Saved data entries
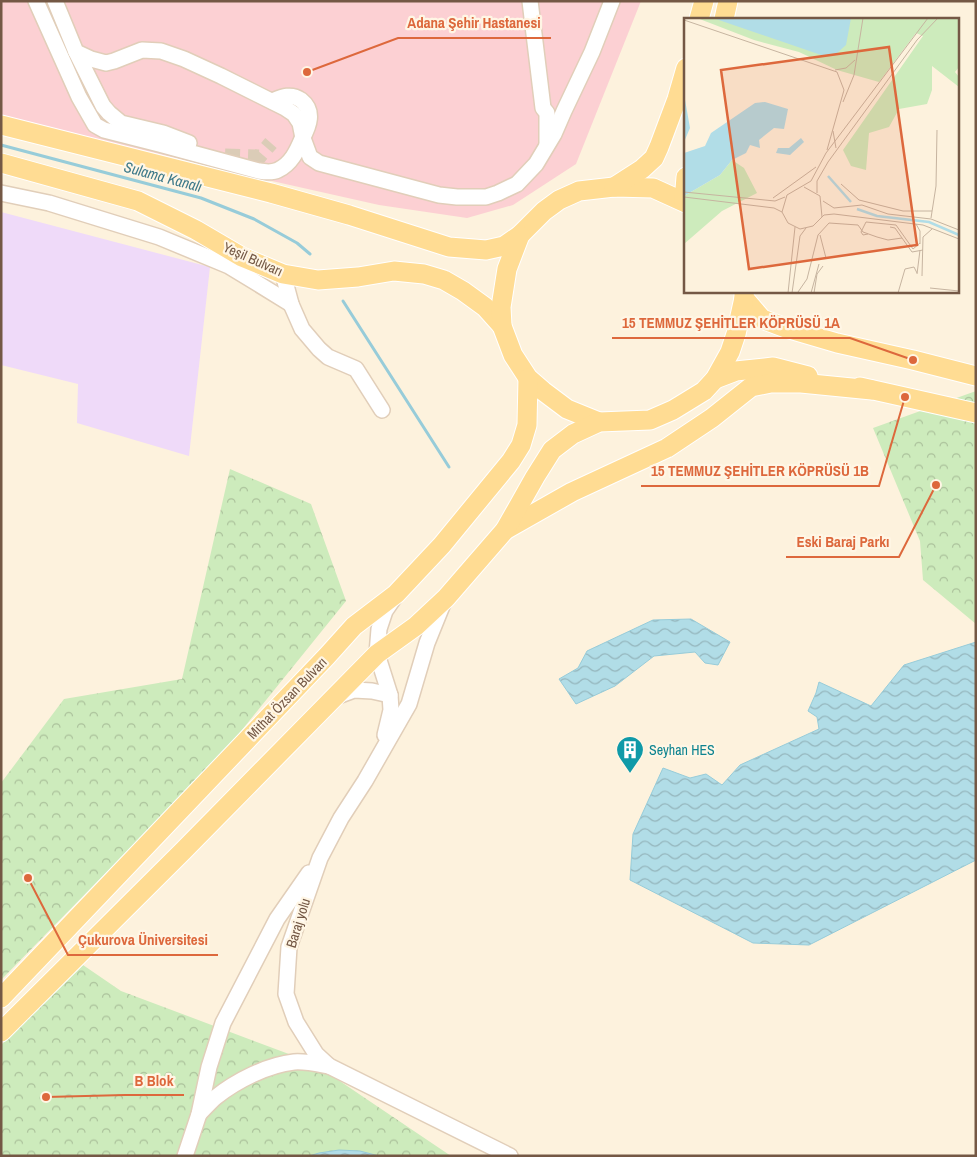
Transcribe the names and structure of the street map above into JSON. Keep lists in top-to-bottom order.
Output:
{
  "streets": {
    "main road": ["Yeşil Bulvarı", "Mithat Özsan Bulvarı"],
    "street": ["Baraj yolu"]
  },
  "water": ["Sulama Kanalı"],
  "places": {
    "other": [
      "Adana Şehir Hastanesi",
      "15 TEMMUZ ŞEHİTLER KÖPRÜSÜ 1A",
      "15 TEMMUZ ŞEHİTLER KÖPRÜSÜ 1B",
      "Eski Baraj Parkı",
      "Çukurova Üniversitesi",
      "B Blok"
    ],
    "building": ["Seyhan HES"]
  }
}
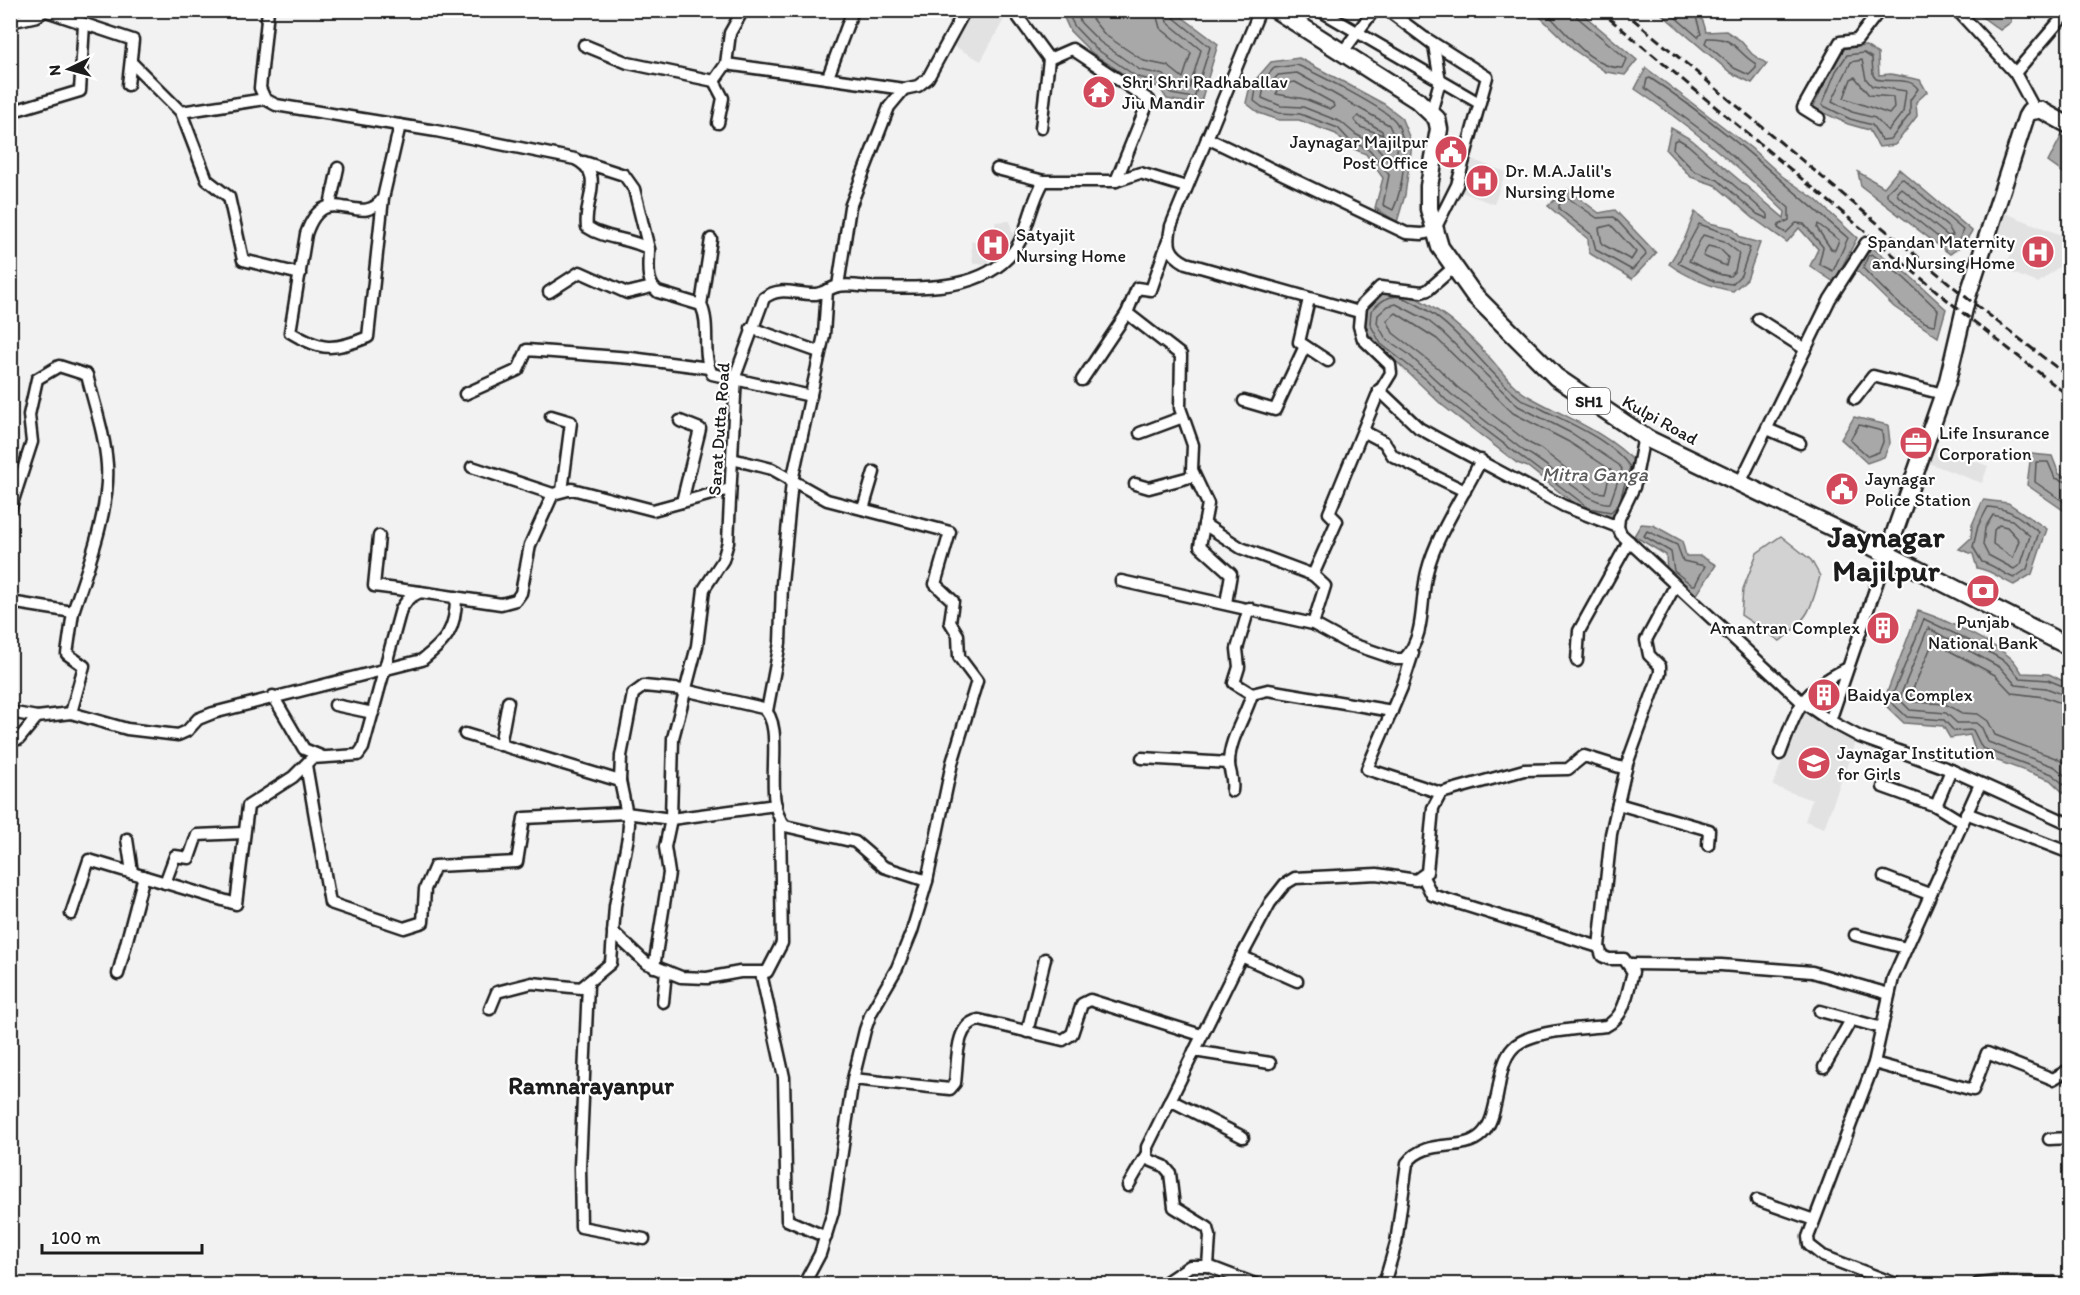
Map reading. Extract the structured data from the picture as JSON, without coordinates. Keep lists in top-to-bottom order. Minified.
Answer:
{"streets":{"main road":["SH1","Kulpi Road"],"street":["Sarat Dutta Road"]},"districts":["Jaynagar Majilpur","Ramnarayanpur"],"water":["Mitra Ganga"],"places":{"temple":["Shri Shri Radhaballav Jiu Mandir"],"public building":["Jaynagar Majilpur Post Office","Jaynagar Police Station"],"hospital":["Dr. M.A.Jalil's Nursing Home","Satyajit Nursing Home","Spandan Maternity and Nursing Home"],"office":["Life Insurance Corporation"],"bank":["Punjab National Bank"],"building":["Amantran Complex","Baidya Complex"],"school or university":["Jaynagar Institution for Girls"]},"scale_bar":"100 m","north":"left"}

▶ _Task to carry out_:
Type out the entries again without a single change, and leave the pictures out.

▶ _Task result_:
Transcribe the names and structure of the street map above into JSON. Keep lists in top-to-bottom order.
Output:
{
  "streets": {
    "main road": ["Yeşil Bulvarı", "Mithat Özsan Bulvarı"],
    "street": ["Baraj yolu"]
  },
  "water": ["Sulama Kanalı"],
  "places": {
    "other": [
      "Adana Şehir Hastanesi",
      "15 TEMMUZ ŞEHİTLER KÖPRÜSÜ 1A",
      "15 TEMMUZ ŞEHİTLER KÖPRÜSÜ 1B",
      "Eski Baraj Parkı",
      "Çukurova Üniversitesi",
      "B Blok"
    ],
    "building": ["Seyhan HES"]
  }
}
Map reading. Extract the structured data from the picture as JSON, without coordinates. Keep lists in top-to-bottom order. Minified.
Answer:
{"streets":{"main road":["SH1","Kulpi Road"],"street":["Sarat Dutta Road"]},"districts":["Jaynagar Majilpur","Ramnarayanpur"],"water":["Mitra Ganga"],"places":{"temple":["Shri Shri Radhaballav Jiu Mandir"],"public building":["Jaynagar Majilpur Post Office","Jaynagar Police Station"],"hospital":["Dr. M.A.Jalil's Nursing Home","Satyajit Nursing Home","Spandan Maternity and Nursing Home"],"office":["Life Insurance Corporation"],"bank":["Punjab National Bank"],"building":["Amantran Complex","Baidya Complex"],"school or university":["Jaynagar Institution for Girls"]},"scale_bar":"100 m","north":"left"}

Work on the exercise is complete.